Stored records:
--*--

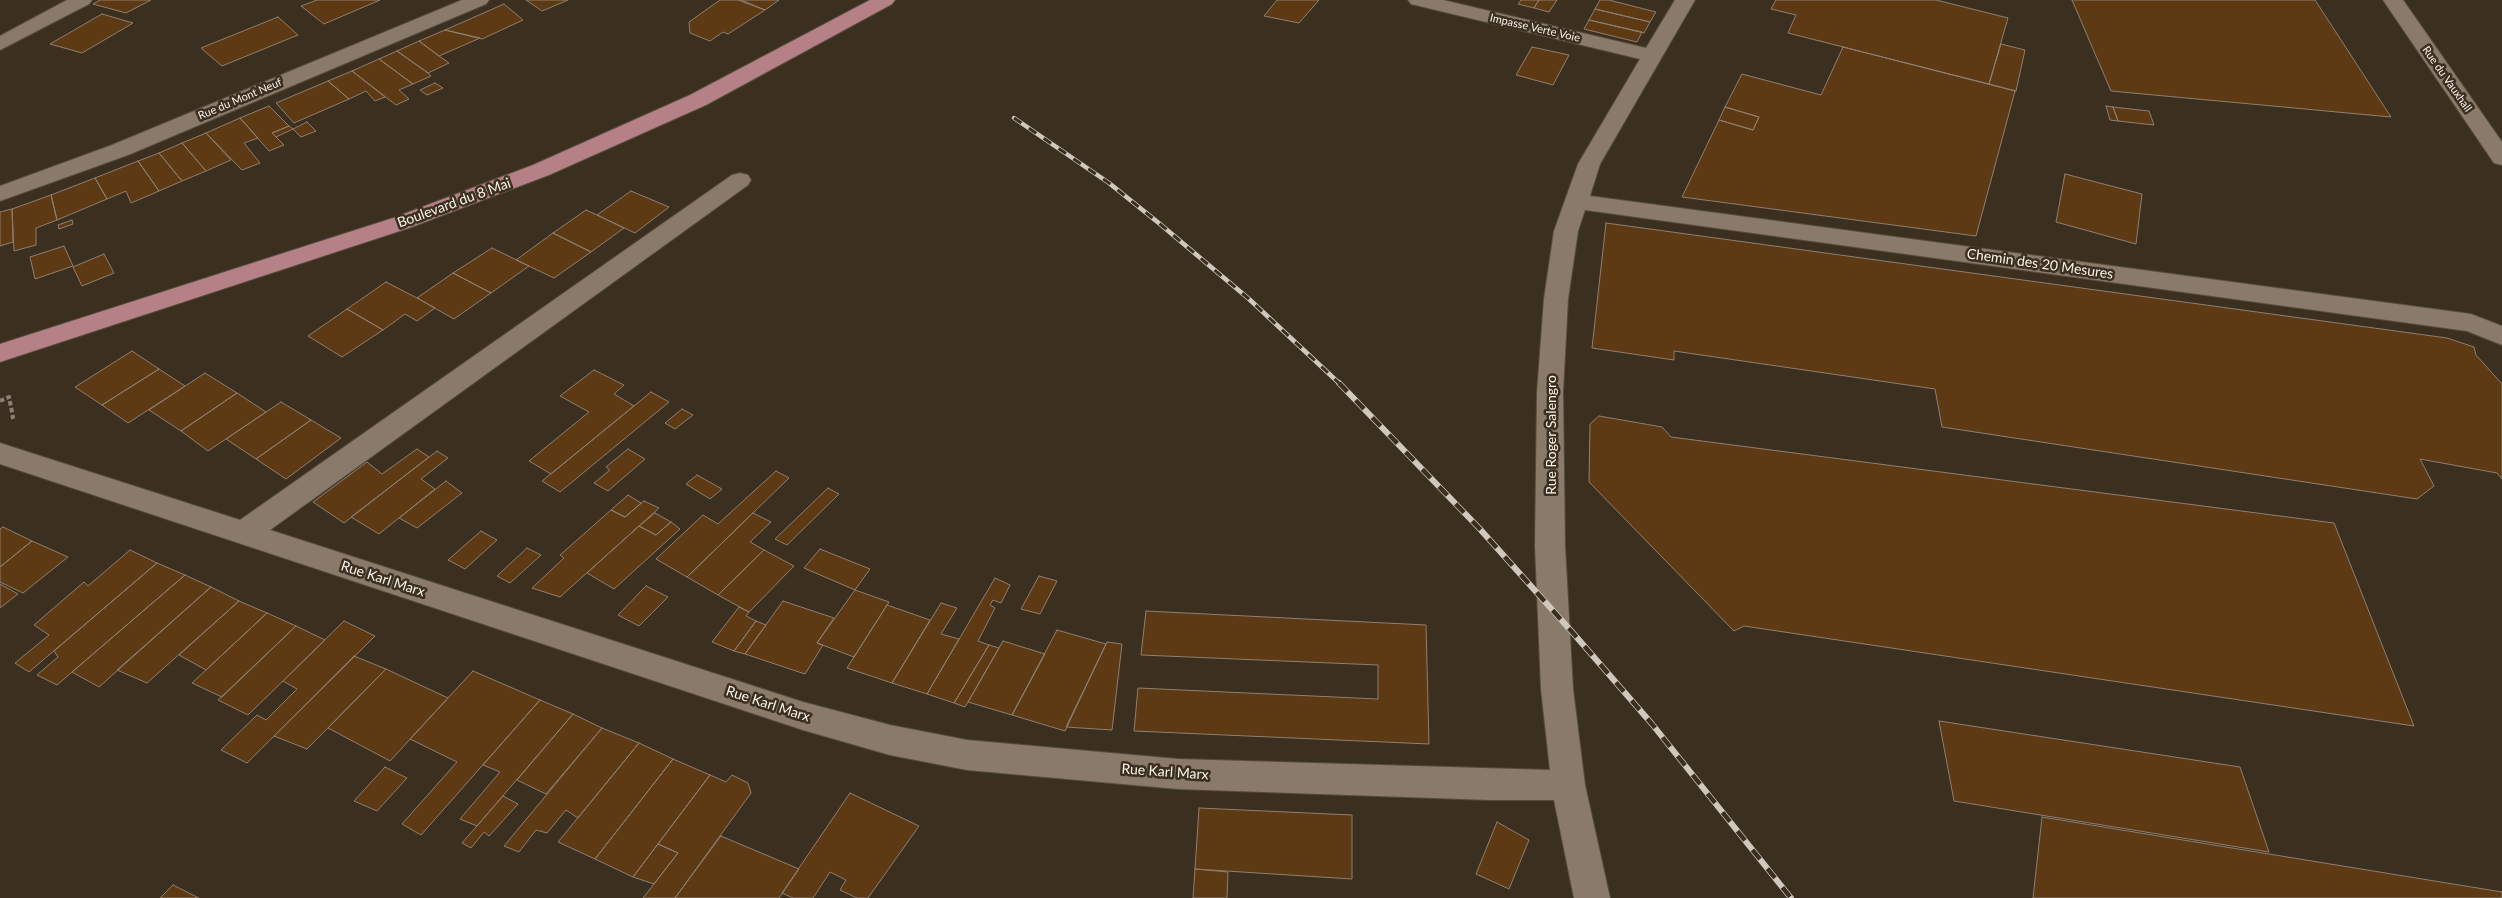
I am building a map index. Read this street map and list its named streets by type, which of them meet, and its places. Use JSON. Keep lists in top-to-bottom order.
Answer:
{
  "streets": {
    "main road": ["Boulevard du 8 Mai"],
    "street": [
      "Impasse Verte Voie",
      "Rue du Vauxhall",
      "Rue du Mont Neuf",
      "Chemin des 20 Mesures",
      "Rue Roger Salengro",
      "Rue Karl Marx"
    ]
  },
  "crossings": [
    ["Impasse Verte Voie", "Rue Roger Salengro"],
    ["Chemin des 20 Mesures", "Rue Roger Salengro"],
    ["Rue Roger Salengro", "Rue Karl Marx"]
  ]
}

--*--

» Work request
Where pictures sit among the data above, omit them, and output the rest exactly.

» Response to the exercise
I am building a map index. Read this street map and list its named streets by type, which of them meet, and its places. Use JSON. Keep lists in top-to-bottom order.
Answer:
{
  "streets": {
    "main road": ["Boulevard du 8 Mai"],
    "street": [
      "Impasse Verte Voie",
      "Rue du Vauxhall",
      "Rue du Mont Neuf",
      "Chemin des 20 Mesures",
      "Rue Roger Salengro",
      "Rue Karl Marx"
    ]
  },
  "crossings": [
    ["Impasse Verte Voie", "Rue Roger Salengro"],
    ["Chemin des 20 Mesures", "Rue Roger Salengro"],
    ["Rue Roger Salengro", "Rue Karl Marx"]
  ]
}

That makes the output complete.